==== RECORD EXCERPTS
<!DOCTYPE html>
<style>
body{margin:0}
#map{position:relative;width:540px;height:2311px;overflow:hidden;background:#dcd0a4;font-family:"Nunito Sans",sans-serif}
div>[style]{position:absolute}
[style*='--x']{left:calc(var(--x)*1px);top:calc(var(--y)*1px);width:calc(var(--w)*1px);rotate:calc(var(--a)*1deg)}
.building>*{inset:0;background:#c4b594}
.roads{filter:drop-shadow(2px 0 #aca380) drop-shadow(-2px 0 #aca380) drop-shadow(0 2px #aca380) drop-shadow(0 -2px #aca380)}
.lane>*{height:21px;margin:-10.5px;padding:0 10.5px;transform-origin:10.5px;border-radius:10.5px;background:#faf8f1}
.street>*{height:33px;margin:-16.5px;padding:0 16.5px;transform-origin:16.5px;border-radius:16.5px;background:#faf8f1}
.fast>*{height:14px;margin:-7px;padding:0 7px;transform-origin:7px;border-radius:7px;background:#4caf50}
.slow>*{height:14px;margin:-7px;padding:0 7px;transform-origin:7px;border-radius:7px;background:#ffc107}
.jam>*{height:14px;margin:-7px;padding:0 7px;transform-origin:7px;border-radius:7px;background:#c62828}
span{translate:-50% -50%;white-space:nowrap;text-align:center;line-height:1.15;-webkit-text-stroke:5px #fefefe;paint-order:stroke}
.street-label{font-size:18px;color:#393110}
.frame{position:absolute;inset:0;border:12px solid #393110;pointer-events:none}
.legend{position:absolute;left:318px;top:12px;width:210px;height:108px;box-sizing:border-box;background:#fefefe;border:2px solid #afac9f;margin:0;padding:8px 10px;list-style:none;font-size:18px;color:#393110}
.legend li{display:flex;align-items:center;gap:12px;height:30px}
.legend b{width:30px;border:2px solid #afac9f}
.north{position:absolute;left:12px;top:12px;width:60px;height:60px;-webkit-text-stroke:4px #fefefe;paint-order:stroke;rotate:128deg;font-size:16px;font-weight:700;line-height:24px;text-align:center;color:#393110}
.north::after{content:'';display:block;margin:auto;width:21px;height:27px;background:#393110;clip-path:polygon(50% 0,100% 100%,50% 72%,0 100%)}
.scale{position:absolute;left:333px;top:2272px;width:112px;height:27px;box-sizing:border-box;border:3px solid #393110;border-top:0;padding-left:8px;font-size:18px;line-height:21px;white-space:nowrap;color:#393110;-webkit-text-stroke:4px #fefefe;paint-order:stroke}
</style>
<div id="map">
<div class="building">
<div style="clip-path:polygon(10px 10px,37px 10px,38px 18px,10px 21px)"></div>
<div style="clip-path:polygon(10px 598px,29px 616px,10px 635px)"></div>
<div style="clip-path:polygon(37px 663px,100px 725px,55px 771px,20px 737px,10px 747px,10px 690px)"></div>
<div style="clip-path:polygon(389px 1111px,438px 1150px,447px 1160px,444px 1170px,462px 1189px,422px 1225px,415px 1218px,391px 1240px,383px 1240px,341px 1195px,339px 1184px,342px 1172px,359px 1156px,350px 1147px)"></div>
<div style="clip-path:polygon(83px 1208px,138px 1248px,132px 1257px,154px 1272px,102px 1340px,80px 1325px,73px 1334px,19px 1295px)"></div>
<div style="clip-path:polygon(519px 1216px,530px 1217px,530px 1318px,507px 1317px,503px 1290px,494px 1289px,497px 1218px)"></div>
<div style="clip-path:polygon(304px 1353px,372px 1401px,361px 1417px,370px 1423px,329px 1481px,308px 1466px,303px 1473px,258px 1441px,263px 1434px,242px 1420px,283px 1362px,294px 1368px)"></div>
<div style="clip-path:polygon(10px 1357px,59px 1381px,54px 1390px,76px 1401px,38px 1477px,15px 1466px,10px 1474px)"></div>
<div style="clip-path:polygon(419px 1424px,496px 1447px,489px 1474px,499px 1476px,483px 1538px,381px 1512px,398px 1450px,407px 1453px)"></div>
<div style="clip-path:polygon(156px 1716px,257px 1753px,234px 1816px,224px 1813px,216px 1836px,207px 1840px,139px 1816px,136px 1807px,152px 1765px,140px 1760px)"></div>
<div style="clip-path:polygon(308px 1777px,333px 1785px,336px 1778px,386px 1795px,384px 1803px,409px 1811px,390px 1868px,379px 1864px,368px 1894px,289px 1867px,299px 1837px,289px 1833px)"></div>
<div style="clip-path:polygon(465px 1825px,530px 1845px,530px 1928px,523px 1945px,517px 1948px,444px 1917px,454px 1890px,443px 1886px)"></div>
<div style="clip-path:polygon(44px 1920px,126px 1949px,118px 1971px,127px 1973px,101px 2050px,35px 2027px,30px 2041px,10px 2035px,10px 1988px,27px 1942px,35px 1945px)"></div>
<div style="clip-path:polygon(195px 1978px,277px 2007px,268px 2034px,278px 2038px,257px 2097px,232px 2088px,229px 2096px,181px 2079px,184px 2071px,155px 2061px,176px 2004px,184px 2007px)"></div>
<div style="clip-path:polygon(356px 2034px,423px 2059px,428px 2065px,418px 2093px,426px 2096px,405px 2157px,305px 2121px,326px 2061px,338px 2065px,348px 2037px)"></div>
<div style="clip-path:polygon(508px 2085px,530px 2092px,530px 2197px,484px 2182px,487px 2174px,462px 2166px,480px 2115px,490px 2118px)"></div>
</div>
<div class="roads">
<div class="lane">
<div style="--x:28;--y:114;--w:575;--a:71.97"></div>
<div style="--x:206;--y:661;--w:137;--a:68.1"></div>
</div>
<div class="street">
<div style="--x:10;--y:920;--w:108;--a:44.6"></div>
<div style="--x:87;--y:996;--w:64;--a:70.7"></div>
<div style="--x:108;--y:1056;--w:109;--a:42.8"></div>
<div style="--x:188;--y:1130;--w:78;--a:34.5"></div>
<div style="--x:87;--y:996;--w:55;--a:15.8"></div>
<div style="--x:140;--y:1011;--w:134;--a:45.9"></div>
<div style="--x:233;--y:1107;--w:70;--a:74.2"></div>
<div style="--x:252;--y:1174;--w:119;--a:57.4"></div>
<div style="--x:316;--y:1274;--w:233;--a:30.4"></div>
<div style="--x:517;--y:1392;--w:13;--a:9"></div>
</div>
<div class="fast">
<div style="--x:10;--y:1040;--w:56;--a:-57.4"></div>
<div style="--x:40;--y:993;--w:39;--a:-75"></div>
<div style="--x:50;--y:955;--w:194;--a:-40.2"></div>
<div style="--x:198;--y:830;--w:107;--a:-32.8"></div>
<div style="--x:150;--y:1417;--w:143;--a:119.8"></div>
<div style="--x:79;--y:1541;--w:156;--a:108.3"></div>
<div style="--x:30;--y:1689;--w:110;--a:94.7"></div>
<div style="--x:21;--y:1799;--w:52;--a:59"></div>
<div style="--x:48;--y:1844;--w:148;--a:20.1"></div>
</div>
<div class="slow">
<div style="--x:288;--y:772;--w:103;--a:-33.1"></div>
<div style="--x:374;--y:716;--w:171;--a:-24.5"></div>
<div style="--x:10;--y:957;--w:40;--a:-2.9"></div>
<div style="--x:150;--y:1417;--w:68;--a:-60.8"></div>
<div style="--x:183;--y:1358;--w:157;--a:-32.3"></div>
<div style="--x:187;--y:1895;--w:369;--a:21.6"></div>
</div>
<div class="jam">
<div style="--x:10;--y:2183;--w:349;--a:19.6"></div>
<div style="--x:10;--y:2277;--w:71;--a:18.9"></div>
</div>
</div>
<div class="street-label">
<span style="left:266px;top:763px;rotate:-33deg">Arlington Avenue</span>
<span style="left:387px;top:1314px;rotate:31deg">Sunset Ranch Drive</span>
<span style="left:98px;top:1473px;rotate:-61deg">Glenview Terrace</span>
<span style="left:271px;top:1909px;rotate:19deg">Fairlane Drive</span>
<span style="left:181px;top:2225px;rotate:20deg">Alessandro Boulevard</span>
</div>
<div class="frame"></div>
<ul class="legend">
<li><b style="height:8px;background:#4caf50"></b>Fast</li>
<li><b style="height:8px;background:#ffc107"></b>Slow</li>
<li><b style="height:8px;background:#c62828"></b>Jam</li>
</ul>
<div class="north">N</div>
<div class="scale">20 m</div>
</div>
========
_TASK GOAL_
Lines from the first one above through the line containing "0 #aca380) drop-shadow(-2px" are to be retyped exactly, both included, and nothing more.

_RESPONSE_
<!DOCTYPE html>
<style>
body{margin:0}
#map{position:relative;width:540px;height:2311px;overflow:hidden;background:#dcd0a4;font-family:"Nunito Sans",sans-serif}
div>[style]{position:absolute}
[style*='--x']{left:calc(var(--x)*1px);top:calc(var(--y)*1px);width:calc(var(--w)*1px);rotate:calc(var(--a)*1deg)}
.building>*{inset:0;background:#c4b594}
.roads{filter:drop-shadow(2px 0 #aca380) drop-shadow(-2px 0 #aca380) drop-shadow(0 2px #aca380) drop-shadow(0 -2px #aca380)}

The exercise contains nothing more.